Avocat au Barreau de Lille et Président de la Maison de Quartier de Wazemmes, Pascal COBERT vous propose un regard décalé sur l'actualité et le débat d'idées.
Quel drôle d'oiseau, ce boucher barbu qui pavane comme un paon devant les caméras de télé aux fins d'affirmer qu'il a bien le droit, le brave homme, d'avoir des "maîtresses". Bien sûr qu'il en a le droit et même le droit de s'en vanter publiquement. Ce n'est nullement contraire aux lois de la République, assure t-il à juste titre, puisque le délit d'adultère a disparu du Code Pénal , il y a près de 35 ans.

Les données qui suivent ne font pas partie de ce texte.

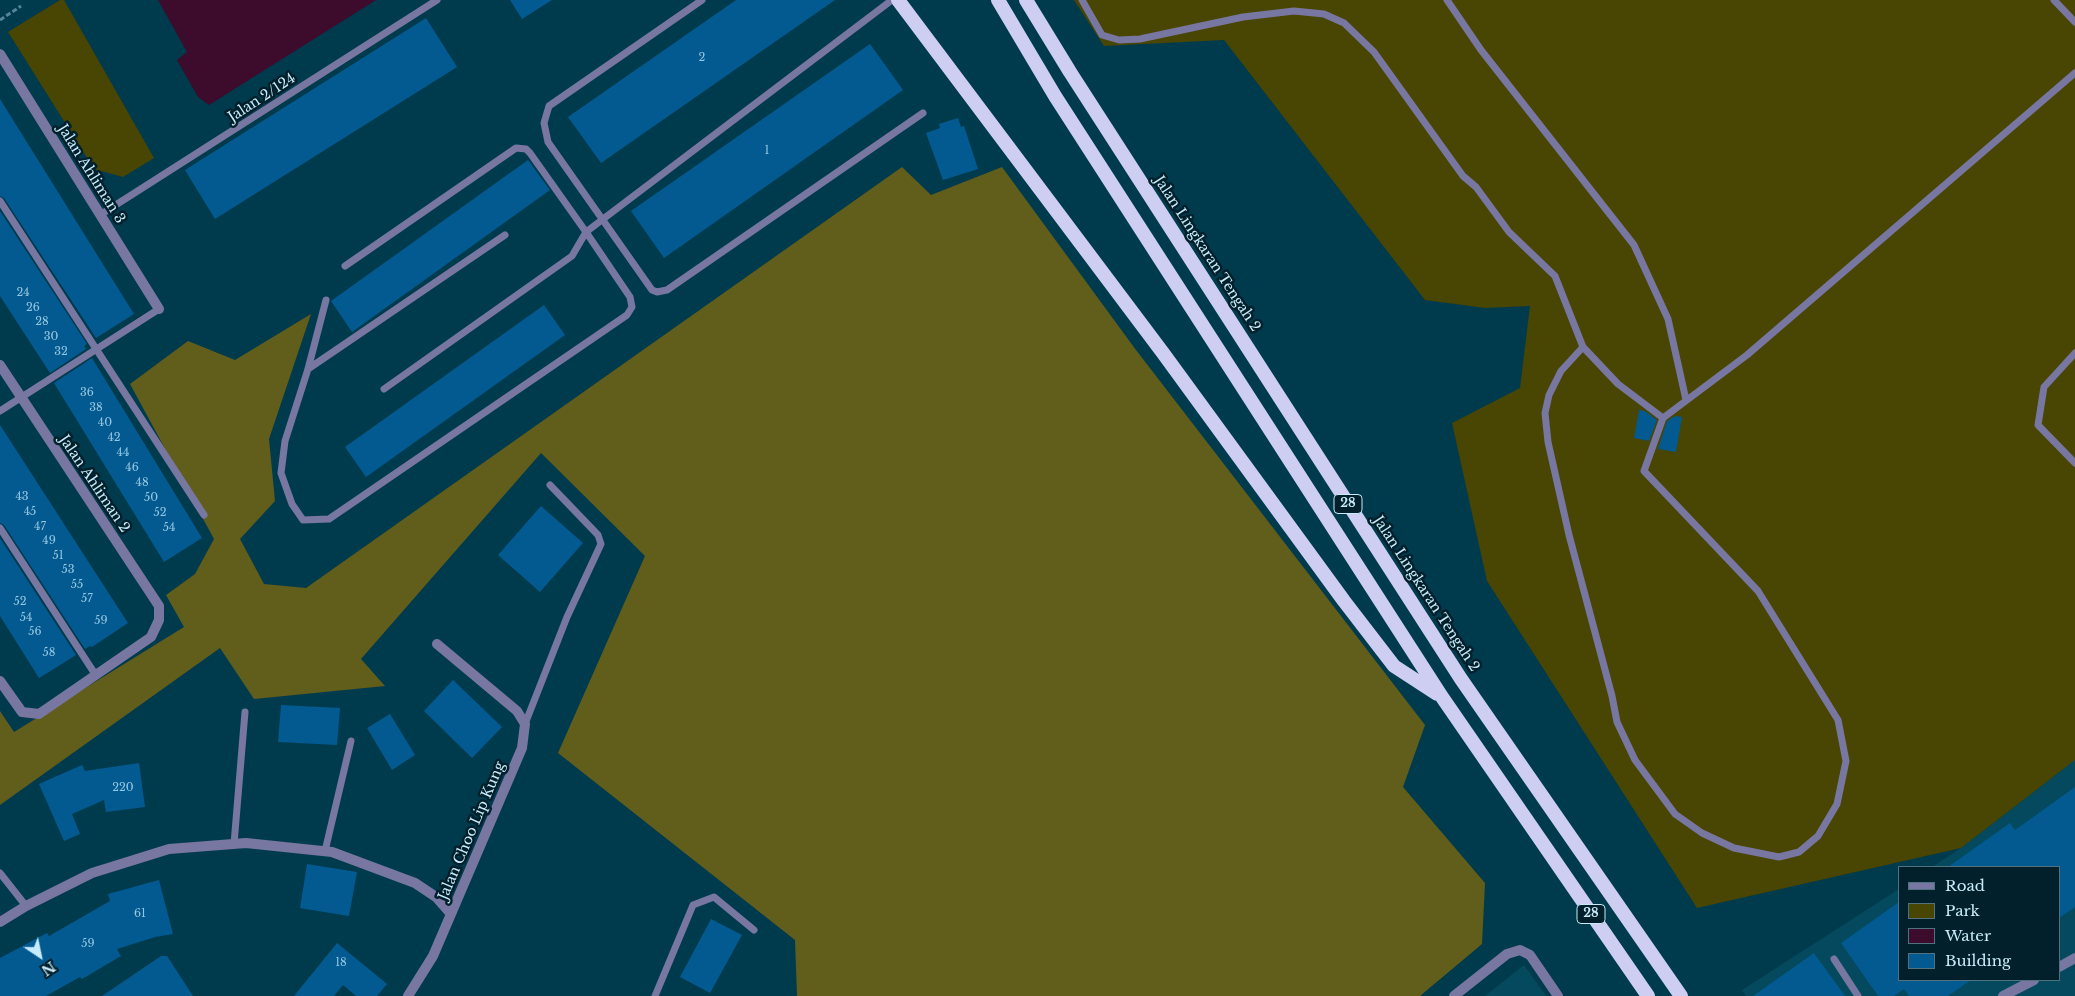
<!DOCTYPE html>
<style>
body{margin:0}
#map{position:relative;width:2075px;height:996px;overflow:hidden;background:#003b4d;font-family:"Libre Baskerville",serif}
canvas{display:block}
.legend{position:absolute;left:1898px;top:866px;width:162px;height:115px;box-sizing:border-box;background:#01202b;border:1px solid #50717e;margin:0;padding:6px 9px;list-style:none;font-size:15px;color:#c7ebfa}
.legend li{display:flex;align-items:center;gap:10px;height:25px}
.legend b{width:25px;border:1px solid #50717e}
.north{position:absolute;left:15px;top:931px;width:50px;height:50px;-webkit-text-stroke:4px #01202b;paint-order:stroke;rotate:146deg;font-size:14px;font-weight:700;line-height:20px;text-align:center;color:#c7ebfa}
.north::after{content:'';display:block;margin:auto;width:18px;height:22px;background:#c7ebfa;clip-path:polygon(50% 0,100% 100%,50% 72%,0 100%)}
</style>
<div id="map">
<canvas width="2075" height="996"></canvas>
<ul class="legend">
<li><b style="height:6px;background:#7877a2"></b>Road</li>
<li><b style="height:14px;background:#494502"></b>Park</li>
<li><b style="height:14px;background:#3d0b2b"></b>Water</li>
<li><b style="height:14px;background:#025a91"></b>Building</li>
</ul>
<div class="north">N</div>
</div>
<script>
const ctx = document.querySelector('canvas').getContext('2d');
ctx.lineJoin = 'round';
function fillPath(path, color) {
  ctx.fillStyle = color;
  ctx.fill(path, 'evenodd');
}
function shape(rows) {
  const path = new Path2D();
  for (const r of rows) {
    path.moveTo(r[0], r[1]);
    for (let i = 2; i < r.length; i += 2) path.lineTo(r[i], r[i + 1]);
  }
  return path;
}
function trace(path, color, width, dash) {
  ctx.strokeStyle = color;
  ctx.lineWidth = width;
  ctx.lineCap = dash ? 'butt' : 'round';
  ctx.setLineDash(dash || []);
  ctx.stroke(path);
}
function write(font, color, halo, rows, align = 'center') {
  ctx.font = font + ' "Libre Baskerville",serif';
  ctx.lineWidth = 5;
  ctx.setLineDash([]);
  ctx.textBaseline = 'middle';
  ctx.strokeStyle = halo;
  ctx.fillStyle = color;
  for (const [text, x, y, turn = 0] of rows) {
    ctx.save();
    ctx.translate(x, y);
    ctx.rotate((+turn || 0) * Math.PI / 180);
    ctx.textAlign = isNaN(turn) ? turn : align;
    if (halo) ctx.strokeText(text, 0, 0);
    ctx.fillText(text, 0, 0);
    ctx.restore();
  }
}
fillPath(shape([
 [2075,760,2075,996,1746,996,1742,990,1899,889,1899,980,2059,980,2059,867,1932,867,1961,848],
 [1524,965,1546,996,1485,996]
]), '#04495d');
fillPath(shape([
 [60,0,64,0,154,158,123,177,94,169,8,32],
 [1074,0,2075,0,2075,760,1961,848,1697,908,1487,581,1452,423,1520,388,1530,306,1485,308,1425,300,1224,40,1104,46]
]), '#494502');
fillPath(shape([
 [902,167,931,195,1002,167,1136,350,1425,725,1403,787,1485,883,1482,944,1420,996,797,996,795,940,558,753,645,556,541,453,361,659,385,686,254,699,220,648,0,805,0,711,14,732,184,627,166,595,195,574,214,539,130,384,188,341,235,360,311,314,269,439,275,501,240,539,264,584,306,588]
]), '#615d1b');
fillPath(shape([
 [158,0,376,0,209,105,198,97,177,60,187,52]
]), '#3d0b2b');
fillPath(shape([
 [510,0,552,0,522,19],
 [736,0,835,0,601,163,568,117],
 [426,18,457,67,215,219,185,170],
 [870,44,903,90,664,258,631,211],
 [0,99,134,314,96,338,4,198,0,196],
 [958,118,961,127,964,126,978,169,943,180,926,133,940,128,939,124],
 [528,160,550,190,352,332,331,301],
 [0,211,87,344,84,346,86,349,50,373,0,296],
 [544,305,565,335,366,477,345,447],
 [92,358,202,538,164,562,54,383],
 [1639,410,1645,411,1657,420,1649,441,1634,438],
 [1675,416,1682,417,1676,452,1658,449,1667,421],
 [0,425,128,623,92,647,90,646,85,649,4,525,0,523],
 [541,506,583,543,540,592,498,555],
 [0,538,76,655,39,678,0,616],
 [453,680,502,727,472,758,424,711],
 [281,705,340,708,337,745,278,742],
 [390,714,415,755,392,770,367,728],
 [139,763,145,807,106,812,104,800,72,814,80,834,64,841,39,784,82,765,85,771],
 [2075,787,2075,907,2059,918,2059,867,1948,867,2010,823,2015,830],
 [307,864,357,872,349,916,300,908],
 [159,880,173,934,155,937,117,949,121,956,82,979,80,977,46,996,0,996,0,958,47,933,49,936,110,901,108,894],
 [1899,902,1899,980,1971,980,1948,996,1909,996,1904,989,1894,996,1878,996,1841,943],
 [711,919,742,935,710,993,680,977],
 [337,943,387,984,377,996,356,996,343,985,334,996,294,996],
 [1814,953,1845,996,1753,996],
 [161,956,167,956,193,996,102,996]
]), '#025a91');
trace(shape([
 [0,20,21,6]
]), '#558697', 3, [5, 2.5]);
trace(shape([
 [702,0,549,106,544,123,548,142,652,290,657,292,667,290,923,113],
 [1082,0,1102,35,1119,40,1140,39,1243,17,1294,11,1324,14,1344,23,1374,52,1463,176,1476,187,1509,232,1555,276,1583,347,1618,384,1663,418],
 [1447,0,1481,50,1634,245,1668,319,1686,400],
 [2054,0,2075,22],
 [0,201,204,515],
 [100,215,437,0],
 [345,266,516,148,526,149,530,153,586,232,572,256,384,389],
 [326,300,308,369,285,441,281,473,292,504,303,520,329,519,627,315,632,307,630,297,586,232,892,0],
 [1583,347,1561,371,1549,395,1545,413,1548,442,1569,535,1612,696,1617,722,1635,760,1675,814,1702,833,1734,848,1779,857,1799,852,1818,836,1837,804,1846,761,1838,720,1758,591,1644,471,1663,418,1747,355,2075,73],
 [2075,353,2044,387,2038,425,2075,463],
 [308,369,505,235],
 [0,411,159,309],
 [0,528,95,674],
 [525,724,567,617,601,544,598,535,550,485],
 [234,844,245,712],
 [325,851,351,741],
 [0,873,26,906],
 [1834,959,1858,996],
 [655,996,693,905,714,897,754,930]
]), '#7877a2', 7);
trace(shape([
 [0,54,159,309],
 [0,365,159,606,159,620,151,637,39,714,22,712,0,681],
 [0,922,26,906,92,873,169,849,246,843,332,852,415,883,436,897,451,914,522,748,525,724,517,711,437,644],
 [2059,967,2075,958],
 [408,996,433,956,451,914],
 [1454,996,1507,954,1520,950,1530,955,1558,996],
 [2003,996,2034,980]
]), '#7877a2', 10);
trace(shape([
 [898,0,1163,353,1344,601,1394,666,1437,694],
 [998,0,1055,96,1442,697,1648,996],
 [1026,0,1070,72,1461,679,1681,996]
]), '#cecef2', 14);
write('11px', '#96c7e0', null, [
 ["2",702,58],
 ["1",767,151],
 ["24",23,293],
 ["26",33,308],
 ["28",42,322],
 ["30",51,337],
 ["32",61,352],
 ["36",87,393],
 ["38",96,408],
 ["40",105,423],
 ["42",114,438],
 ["44",123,453],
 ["46",132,468],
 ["48",142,483],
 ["43",22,497],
 ["50",151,498],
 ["45",30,512],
 ["52",160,513],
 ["47",40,527],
 ["54",169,528],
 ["49",49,541],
 ["51",58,556],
 ["53",68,570],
 ["55",77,585],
 ["57",87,599],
 ["52",20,602],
 ["54",26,618],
 ["59",101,621],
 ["56",35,632],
 ["58",49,653],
 ["220",123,788],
 ["61",140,914],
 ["59",88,944],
 ["18",341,963]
]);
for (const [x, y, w] of [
 [1348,504,28],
 [1591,914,28]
]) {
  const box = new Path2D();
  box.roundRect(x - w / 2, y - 9.5, w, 19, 4);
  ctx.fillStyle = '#01202b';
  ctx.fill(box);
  trace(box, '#c7ebfa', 1);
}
write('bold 12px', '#c7ebfa', null, [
 ["28",1348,504],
 ["28",1591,914]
]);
write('14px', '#c7ebfa', '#01202b', [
 ["Jalan 2/124",262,98,-33],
 ["Jalan Ahliman 3",91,174,58],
 ["Jalan Lingkaran Tengah 2",1207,254,57],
 ["Jalan Ahliman 2",94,484,56],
 ["Jalan Lingkaran Tengah 2",1426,594,57],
 ["Jalan Choo Lip Kung",472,831,-67]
]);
</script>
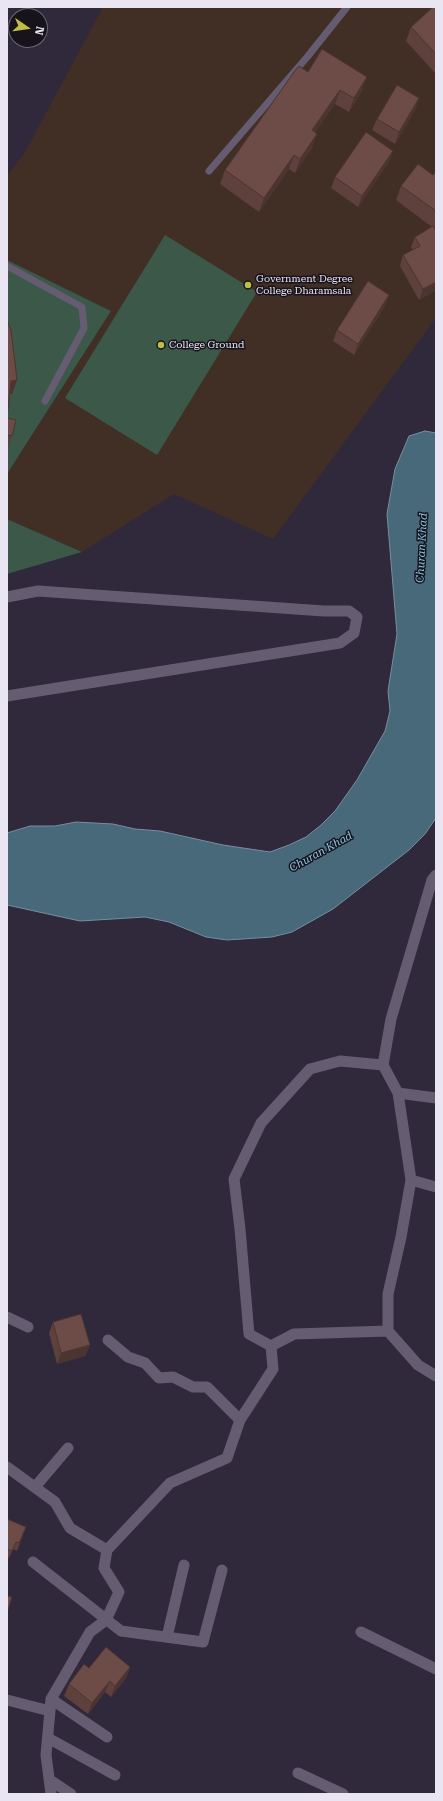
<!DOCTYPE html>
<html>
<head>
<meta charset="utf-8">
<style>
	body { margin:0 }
	#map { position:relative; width:443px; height:1801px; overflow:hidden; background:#30283b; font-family:"Roboto Serif",serif }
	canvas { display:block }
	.frame { position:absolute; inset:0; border:8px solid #eae5f2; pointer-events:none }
	.north { position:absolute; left:8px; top:8px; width:40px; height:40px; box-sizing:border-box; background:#17131b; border:1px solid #6b6771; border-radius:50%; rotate:103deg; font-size:11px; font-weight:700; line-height:16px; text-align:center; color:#eae5f2 }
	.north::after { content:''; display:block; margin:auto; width:14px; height:18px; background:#bfbe42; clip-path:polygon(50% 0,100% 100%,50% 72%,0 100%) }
</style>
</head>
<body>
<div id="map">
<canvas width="443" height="1801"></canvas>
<div class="frame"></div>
<div class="north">N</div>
</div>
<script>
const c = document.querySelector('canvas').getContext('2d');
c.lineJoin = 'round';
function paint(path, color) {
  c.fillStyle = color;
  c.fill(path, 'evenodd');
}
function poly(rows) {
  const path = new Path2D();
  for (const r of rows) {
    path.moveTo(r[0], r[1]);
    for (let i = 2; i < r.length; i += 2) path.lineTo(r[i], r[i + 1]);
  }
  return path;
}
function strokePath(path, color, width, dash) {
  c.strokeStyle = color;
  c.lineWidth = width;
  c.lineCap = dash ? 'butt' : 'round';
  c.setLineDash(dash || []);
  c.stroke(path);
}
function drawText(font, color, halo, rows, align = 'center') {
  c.font = font + ' "Roboto Serif",serif';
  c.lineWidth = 3;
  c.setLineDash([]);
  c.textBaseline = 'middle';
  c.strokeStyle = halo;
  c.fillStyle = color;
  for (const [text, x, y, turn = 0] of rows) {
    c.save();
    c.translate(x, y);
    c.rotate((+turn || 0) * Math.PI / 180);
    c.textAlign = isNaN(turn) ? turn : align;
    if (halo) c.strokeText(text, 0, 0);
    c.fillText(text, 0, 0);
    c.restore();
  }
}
const education = poly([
	[103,7,436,7,436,318,273,539,174,494,82,552,7,519,7,474,111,311,7,260,7,176,25,152]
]);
const green = poly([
	[165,235,257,292,157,455,65,398],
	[7,260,111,311,7,474],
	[7,519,82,552,7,574]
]);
const water = poly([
	[425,431,436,433,436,818,425,834,409,850,333,909,292,932,272,937,227,940,206,937,169,922,145,917,80,921,7,905,7,833,30,826,55,826,76,822,113,824,135,829,160,831,223,845,270,852,289,845,306,837,321,825,335,811,357,780,385,731,390,711,388,691,397,634,387,514,395,469,409,436,425,431]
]);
const service = poly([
	[209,171,308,56,347,7],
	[7,266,82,307,84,328,45,401]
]);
const minor = poly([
	[7,597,38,591,324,611,349,611,357,617,354,633,340,643,7,696],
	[398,1093,383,1065,391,1019,432,880,436,875],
	[411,1180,436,1187],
	[7,1317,28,1327],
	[388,1331,418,1365,436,1376],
	[108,1340,128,1357,145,1363,159,1378,173,1377,193,1387,207,1387,240,1420],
	[271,1346,249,1334,240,1229,234,1179,261,1123,310,1069,340,1061,383,1065],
	[7,1467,55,1502,70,1528,107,1550],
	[35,1487,68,1448],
	[33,1562,121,1631,203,1642,222,1570],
	[361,1632,436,1669],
	[167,1637,184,1565],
	[51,1699,107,1737],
	[7,1700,50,1711],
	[48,1738,115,1775],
	[298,1773,343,1794],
	[50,1780,71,1794],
	[51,1794,46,1755,51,1699,90,1632,106,1620,119,1592,104,1568,107,1550,170,1483,227,1458,240,1420,273,1369,271,1346,294,1334,388,1331,388,1294,401,1237,411,1180,398,1093,436,1098]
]);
const wall = poly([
	[436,7,436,72,435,73,406,41,411,27],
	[308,72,362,91,349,112,335,104,315,132,312,148,295,173,289,169,259,212,220,184,225,170],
	[419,98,415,110,395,144,372,130,377,119],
	[389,162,358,207,331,188,335,177],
	[436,171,436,230,434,229,436,290,419,300,400,266,403,255,413,250,411,247,415,237,432,227,396,200,401,186,433,175],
	[389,295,385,306,354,355,333,341,337,330],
	[7,321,17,380,12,394,10,394,7,418,12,436,7,450],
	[53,1322,90,1345,85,1356,57,1364,49,1333],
	[7,1520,26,1527,17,1551,13,1549,9,1558,7,1557],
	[130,1667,126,1678,111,1697,105,1692,88,1714,64,1696,69,1684]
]);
const shadedWall = poly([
	[367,77,362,91,349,112,354,98],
	[340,90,335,104,307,144,312,130],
	[419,98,415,110,395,144,399,132],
	[317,134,312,148,295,173,300,159],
	[393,151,389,162,358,207,362,196],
	[294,155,289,169,259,212,264,198],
	[436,282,436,290,419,300,423,289],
	[389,295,385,306,354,355,358,344],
	[17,380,12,394,7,394,11,381],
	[90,1345,85,1356,57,1364,61,1353],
	[130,1667,126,1678,111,1697,115,1686],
	[110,1681,105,1692,88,1714,92,1703]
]);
const building = poly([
	[433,7,436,7,436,54,411,27,433,7],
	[322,49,367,77,354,98,340,90,312,130,317,134,300,159,294,155,264,198,225,170,294,72,299,66,308,72,322,49],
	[397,85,419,98,399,132,377,119,397,85],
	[366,132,393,151,362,196,335,177,366,132],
	[418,164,433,175,436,171,436,211,401,186,418,164],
	[433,226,436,231,436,282,423,289,403,255,420,246,415,237,433,226],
	[368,281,389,295,358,344,337,330,368,281],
	[7,321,11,330,17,380,11,381,7,418,16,420,12,436,7,435,7,321],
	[81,1314,90,1345,61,1353,53,1322,81,1314],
	[7,1519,26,1527,19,1543,16,1542,12,1551,7,1549,7,1519],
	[7,1596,12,1597,7,1613,7,1596],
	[106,1647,130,1667,115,1686,110,1681,92,1703,69,1684,84,1664,89,1668,106,1647]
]);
const markers = [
	[248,285,4,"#bfbe42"],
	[161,345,4,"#bfbe42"]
];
const poiNames = [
	["Government Degree",256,279],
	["College Dharamsala",256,291],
	["College Ground",169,345]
];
const waterNames = [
	["Churan Khad",422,548,-87],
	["Churan Khad",321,852,-29]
];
paint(education, '#412f26');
paint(green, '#3b5849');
paint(water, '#47697a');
strokePath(water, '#788e9e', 1);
strokePath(service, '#655c72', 7);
strokePath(minor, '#655c72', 11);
paint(wall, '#5e403c');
paint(shadedWall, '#4c3431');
paint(building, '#6d4b46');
strokePath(building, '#4c3431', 1);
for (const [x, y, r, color] of markers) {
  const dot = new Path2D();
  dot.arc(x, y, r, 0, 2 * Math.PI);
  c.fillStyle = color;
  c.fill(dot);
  strokePath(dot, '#17131b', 1.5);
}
drawText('10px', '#eae5f2', '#17131b', poiNames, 'left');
drawText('italic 11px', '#8ac7e7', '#17131b', waterNames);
</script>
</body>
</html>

Mais curieusement, il ajoute, fièrement, que cela n'est pas plus interdit pas sa religion, l'Islam. Ah bon !!! Attention ! Que les délurés ne se précipitent vers une conversion hâtive pour épouser une religion si permissive. En Islam, toute relation sexuelle hors mariage est proscrite et l'on ne dispose pas d'un droit divin permettant d'entretenir des "maîtresses". L'adultère ne connaît pas de tolérance. Sous peine de lapidation... Ou d'une flagellation, à tout le moins. Alors ce musulman n'a semble t-il pas bien intégré les lois coraniques et se trouve vraiment à "contre-coran". Il ne faut pas confondre les houris promises dans le jardin d'Eden avec les dures réalités de la vie sur terre. D'ailleurs, certains musulmans justifient la polygamie qui a pour mérite, selon eux, d'éviter l'adultère...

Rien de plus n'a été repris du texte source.